Dataset entries
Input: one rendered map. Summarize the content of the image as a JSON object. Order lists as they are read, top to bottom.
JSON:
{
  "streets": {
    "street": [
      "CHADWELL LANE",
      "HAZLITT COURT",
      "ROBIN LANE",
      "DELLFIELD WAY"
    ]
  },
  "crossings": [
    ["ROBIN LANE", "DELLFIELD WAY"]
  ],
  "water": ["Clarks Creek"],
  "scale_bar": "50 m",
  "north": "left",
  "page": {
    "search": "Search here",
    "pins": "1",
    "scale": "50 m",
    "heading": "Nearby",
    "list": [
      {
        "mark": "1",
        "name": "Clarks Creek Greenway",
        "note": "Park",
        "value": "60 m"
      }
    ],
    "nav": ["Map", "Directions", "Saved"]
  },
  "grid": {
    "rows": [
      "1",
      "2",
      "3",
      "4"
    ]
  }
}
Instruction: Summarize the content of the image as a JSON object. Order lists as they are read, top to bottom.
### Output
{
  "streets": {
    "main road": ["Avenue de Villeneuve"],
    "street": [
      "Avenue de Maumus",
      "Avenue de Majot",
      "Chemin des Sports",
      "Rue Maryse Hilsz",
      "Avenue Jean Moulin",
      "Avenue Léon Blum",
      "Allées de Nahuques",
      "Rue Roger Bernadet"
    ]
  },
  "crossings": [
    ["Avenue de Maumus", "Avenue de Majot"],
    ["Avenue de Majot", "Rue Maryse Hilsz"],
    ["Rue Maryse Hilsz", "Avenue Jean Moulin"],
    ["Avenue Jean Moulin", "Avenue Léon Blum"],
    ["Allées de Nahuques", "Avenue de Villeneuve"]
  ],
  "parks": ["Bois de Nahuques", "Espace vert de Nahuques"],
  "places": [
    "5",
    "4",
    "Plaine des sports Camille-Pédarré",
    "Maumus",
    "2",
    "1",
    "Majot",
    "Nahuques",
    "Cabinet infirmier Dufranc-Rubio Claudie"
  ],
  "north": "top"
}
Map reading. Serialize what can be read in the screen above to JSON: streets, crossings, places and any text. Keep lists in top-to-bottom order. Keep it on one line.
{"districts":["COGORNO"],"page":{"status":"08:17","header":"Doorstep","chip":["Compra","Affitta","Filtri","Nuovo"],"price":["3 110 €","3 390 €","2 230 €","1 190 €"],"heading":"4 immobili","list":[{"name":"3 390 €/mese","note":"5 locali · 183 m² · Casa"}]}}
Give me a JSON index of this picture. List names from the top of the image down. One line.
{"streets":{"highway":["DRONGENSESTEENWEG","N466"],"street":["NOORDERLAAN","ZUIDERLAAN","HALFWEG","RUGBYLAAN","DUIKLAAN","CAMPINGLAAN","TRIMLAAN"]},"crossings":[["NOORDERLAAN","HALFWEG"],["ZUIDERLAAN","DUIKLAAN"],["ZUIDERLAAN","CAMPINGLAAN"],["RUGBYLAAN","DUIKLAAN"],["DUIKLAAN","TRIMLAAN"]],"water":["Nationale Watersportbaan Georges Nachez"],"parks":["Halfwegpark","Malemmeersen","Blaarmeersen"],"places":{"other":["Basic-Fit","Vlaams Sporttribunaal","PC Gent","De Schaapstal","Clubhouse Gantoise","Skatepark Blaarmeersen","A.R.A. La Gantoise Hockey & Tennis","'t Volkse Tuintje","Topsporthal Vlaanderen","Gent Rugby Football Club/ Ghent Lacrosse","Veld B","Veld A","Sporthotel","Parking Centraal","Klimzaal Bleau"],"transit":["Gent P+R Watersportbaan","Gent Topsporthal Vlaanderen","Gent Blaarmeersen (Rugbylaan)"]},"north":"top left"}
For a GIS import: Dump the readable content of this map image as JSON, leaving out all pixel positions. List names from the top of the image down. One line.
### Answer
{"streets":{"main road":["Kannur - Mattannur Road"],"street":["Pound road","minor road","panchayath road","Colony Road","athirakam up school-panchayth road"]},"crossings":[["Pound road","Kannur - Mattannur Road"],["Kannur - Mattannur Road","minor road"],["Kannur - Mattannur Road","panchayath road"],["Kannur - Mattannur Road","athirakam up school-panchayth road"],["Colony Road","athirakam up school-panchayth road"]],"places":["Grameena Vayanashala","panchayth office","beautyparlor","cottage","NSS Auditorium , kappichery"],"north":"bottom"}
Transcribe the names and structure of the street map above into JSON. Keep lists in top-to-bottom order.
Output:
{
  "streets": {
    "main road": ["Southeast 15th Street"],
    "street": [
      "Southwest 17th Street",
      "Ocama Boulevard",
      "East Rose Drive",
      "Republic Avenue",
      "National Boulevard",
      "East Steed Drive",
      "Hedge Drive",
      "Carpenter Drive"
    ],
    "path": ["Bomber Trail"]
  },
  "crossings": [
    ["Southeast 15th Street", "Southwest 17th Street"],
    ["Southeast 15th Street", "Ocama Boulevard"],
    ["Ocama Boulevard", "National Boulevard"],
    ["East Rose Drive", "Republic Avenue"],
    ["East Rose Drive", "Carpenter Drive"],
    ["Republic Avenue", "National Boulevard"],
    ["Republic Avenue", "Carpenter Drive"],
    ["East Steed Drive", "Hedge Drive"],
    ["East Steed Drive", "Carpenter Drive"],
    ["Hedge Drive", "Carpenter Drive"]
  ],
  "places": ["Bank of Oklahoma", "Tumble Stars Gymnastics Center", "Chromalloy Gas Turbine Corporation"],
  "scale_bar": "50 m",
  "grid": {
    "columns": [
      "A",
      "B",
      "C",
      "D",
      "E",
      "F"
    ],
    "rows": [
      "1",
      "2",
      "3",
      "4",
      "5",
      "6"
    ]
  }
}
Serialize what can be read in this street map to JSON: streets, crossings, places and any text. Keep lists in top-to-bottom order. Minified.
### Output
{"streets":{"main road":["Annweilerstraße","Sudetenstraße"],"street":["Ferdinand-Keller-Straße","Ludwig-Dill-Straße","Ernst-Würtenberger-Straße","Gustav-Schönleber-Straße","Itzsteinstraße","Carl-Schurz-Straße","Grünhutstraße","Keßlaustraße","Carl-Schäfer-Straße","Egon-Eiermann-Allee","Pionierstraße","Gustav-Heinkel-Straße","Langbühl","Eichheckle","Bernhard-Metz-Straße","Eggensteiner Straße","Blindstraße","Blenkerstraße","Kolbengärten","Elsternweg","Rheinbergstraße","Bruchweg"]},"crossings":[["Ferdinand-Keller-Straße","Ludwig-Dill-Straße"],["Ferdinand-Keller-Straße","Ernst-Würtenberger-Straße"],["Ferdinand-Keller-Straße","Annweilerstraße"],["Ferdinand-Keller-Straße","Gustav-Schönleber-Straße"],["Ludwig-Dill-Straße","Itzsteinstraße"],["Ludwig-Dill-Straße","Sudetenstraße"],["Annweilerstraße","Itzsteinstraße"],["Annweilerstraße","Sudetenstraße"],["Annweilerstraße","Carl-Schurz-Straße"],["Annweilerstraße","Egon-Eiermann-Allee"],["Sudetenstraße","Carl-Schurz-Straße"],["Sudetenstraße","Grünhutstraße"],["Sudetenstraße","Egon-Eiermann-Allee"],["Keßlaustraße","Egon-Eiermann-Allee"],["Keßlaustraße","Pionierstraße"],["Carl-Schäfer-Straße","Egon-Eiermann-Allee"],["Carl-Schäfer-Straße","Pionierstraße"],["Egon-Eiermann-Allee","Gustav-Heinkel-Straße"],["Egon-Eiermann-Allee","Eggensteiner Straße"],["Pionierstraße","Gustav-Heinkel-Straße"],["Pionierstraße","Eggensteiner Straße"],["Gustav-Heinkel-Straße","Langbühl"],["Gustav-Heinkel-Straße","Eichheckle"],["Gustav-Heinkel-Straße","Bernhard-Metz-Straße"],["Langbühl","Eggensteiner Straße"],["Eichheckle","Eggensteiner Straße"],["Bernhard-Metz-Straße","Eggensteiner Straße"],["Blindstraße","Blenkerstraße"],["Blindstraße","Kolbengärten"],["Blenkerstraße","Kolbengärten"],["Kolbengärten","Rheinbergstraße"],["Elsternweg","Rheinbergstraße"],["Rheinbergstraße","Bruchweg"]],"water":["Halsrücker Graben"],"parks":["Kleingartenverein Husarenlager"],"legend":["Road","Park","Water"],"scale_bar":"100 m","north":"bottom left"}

PROMPT: Go through the entries above and copy each line with "Steed" in it.

SOLUTION FOR THIS EXERCISE:
      "East Steed Drive",
    ["East Steed Drive", "Hedge Drive"],
    ["East Steed Drive", "Carpenter Drive"],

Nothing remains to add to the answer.